Betapa tercabik-cabiknya Sanikem. Tak ada yang bisa ia lakukan. Yang tersisa hanyalah dendam tak berkesudahan.
Begitulah awal kisah drama Mereka Memanggilku Nyai Ontosoroh yang dipentaskan ulang di Teater Salihara, Pasar Minggu, Jakarta Selatan, Jumat dan Sabtu malam lalu. Drama ini telah dipentaskan pertama kali di Selasar Sunaryo, Bandung, Jawa Barat, dan Erasmus Huis, Jakarta, Mei tahun lalu.
Naskah diadaptasi oleh Faiza Mardzoeki dari novel karya Pramoedya Ananta Toer berjudul Bumi Manusia. Tahun lalu, drama ini sukses dipentaskan di negeri Belanda dalam beberapa festival.
Drama ini berkisah tentang seorang gundik yang pada akhirnya mampu mengendalikan sebuah perusahaan besar. Ia dikenal dengan nama Nyai Buitenzorg. Rupanya lidah pribumi susah melafalkannya. Jadilah orang-orang memanggilnya Nyai Ontosoroh.
Sanikem, Ontosoroh muda, digambarkan sebagai perempuan yang melawan garis nasib pergundikan. Ia mempelajari apa saja, termasuk membaca, menulis, bahkan ilmu perdagangan. Beruntung, Tuan Mellema berbaik hati mengajarkan segala hal kepada Sanikem.
Ontosoroh tak mau nasibnya menurun kepada anak perempuannya, Annelis Mellema. Ia bersama Minke memperjuangkan hak-hak pribumi yang dipandang sebelah mata oleh pemerintah Hindia Belanda saat itu.
Formasi pemain dalam pentas drama Mereka Memanggilku Nayi Ontosoroh kali ini hampir sama dengan pertunjukan-pertunjukan sebelumnya. Sita Nursanti memerankan Ontosoroh dengan lebih matang setelah beberapa pentas di Belanda. "Ada pengalaman batin yang lebih kaya," ujar Sita, penyanyi grup trio RSD (Rida-Sita-Dewi).

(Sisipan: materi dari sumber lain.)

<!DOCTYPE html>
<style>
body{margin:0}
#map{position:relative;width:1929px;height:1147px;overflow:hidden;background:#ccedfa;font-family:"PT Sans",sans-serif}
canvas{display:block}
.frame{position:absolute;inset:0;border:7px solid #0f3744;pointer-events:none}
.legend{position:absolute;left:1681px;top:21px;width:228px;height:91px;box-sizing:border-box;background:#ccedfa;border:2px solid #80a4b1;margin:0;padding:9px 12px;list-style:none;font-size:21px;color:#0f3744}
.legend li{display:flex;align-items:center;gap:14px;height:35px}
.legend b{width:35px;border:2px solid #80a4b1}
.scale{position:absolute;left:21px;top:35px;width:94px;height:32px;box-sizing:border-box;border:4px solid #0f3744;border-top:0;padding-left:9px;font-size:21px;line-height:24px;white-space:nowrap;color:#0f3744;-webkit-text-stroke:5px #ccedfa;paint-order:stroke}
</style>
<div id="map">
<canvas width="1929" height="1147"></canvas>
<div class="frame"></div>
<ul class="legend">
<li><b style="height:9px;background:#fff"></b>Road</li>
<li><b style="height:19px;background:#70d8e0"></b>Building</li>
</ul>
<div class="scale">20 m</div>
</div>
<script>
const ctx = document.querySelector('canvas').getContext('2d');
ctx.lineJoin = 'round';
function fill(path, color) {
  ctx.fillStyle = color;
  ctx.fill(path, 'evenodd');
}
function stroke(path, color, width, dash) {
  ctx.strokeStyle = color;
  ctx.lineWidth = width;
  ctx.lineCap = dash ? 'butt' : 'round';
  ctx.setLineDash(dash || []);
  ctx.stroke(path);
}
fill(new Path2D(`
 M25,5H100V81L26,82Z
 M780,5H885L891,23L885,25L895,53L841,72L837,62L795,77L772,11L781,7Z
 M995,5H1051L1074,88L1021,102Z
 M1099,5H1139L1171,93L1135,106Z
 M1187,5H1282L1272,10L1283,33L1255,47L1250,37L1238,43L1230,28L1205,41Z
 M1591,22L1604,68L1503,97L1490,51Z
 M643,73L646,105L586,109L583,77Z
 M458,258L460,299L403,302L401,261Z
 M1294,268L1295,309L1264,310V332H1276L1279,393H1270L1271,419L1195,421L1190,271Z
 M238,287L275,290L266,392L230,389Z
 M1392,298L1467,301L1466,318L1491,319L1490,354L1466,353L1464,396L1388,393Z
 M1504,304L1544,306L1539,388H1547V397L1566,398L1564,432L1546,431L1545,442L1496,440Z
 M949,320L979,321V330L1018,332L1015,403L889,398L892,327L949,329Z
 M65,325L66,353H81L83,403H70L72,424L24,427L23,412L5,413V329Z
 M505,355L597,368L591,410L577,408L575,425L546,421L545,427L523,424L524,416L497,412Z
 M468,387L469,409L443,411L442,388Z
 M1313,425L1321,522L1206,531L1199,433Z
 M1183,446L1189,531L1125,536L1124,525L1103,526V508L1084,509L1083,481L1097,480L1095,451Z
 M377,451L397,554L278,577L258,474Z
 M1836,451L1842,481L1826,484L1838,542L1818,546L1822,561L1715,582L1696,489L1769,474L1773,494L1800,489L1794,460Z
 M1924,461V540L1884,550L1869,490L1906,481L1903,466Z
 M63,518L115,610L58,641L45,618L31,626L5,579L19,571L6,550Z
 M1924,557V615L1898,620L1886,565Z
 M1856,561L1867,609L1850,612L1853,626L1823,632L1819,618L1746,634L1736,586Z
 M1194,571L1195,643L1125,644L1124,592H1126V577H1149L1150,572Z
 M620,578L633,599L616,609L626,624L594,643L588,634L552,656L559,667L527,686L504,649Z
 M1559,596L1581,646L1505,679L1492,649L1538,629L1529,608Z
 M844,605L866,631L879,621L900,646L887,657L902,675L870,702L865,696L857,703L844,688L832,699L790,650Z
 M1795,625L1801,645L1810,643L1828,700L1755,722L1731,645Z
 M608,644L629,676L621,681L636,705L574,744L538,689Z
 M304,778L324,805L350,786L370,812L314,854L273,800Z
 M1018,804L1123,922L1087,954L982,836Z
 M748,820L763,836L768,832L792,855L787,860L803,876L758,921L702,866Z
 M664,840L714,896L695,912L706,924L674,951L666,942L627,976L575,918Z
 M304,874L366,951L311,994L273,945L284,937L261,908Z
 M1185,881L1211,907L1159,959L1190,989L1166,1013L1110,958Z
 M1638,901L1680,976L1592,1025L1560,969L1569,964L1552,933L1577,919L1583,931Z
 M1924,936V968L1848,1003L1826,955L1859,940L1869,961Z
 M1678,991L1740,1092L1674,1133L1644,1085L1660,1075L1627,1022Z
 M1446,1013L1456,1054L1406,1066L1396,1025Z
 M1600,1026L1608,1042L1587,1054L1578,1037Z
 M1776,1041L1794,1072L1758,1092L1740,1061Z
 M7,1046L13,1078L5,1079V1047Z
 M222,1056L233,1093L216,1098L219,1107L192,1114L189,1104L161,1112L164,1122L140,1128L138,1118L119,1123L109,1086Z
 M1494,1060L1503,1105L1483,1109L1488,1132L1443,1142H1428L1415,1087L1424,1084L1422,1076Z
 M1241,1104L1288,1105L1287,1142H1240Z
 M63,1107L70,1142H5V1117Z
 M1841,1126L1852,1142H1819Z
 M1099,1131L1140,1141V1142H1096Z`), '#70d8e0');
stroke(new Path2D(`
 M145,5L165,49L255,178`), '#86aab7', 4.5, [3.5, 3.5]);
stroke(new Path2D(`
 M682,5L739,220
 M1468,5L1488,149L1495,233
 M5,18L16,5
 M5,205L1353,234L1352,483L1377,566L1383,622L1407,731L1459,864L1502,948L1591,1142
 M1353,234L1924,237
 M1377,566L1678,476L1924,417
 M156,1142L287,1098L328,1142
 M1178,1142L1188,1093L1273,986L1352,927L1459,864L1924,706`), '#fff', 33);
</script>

Ekspresi Sita sangat memukau ketika ia meluapkan segala kemarahannya kepada Tuan Mellema. Atau, monolog saat Sita menggugat hak yang hanya memihak kepada kaum Belanda totok. Sita juga lebih bisa menguasai ruang dengan gerakan tangan yang ia tambahkan sesekali.
Begitu juga pemeran Herman Mellema (Willem Bevers) dan Minke (Bagus Setiawan). Namun peran Annelis Mellema, yang semula dimainkan oleh Agni Melati, malam itu diperankan oleh Anita Bintang. "Agni sedang sakit," kata sutradara Wawan Sofwan.
Wawan mengaku sangat puas atas konsep panggung pada malam itu. Tiga properti yang diletakkan terpisah sangat mewakili setting masa lalu dan masa kini. Tak ada batas antara panggung dan penonton. "Pemanggungan sangat ideal," ujar Wawan, yang telah menyutradarai drama ini dalam versi panjang (berdurasi sekitar tiga jam) pada 2007.
Drama berdurasi satu setengah jam ini diatur persis sama dengan pertunjukan di Zuiderpershuis Culturel Centrum, Antwerpen. "Antwerpen adalah puncak pertunjukan mereka," katanya.
Menurut Wawan, para pemain berperan lebih matang setelah pertunjukan di Belanda. Bahkan salah seorang direktur festival Tong-Tong, Den Haag, mengatakan kepada Wawan, "Pertunjukan ini adalah bagian dari kami. Orang tua kami tak lain adalah nyai-nyai itu," ujar Wawan, menirukan.
Naskah tak berubah banyak setelah tur pertunjukan di Belanda. Justru yang berubah adalah pengalaman batin karena mereka memainkannya di negara yang menjadi bahan hujatan dalam naskah itu. Selain di Den Haag dan Antwerpen, mereka mementaskannya di Tropentheater, Amsterdam.
Wawan mengatakan anak-anak muda di Belanda sempat kaget melihat drama ini. “Mereka rupanya sangat sedikit menerima kurikulum kolonialisme dalam sistem belajarnya,” katanya.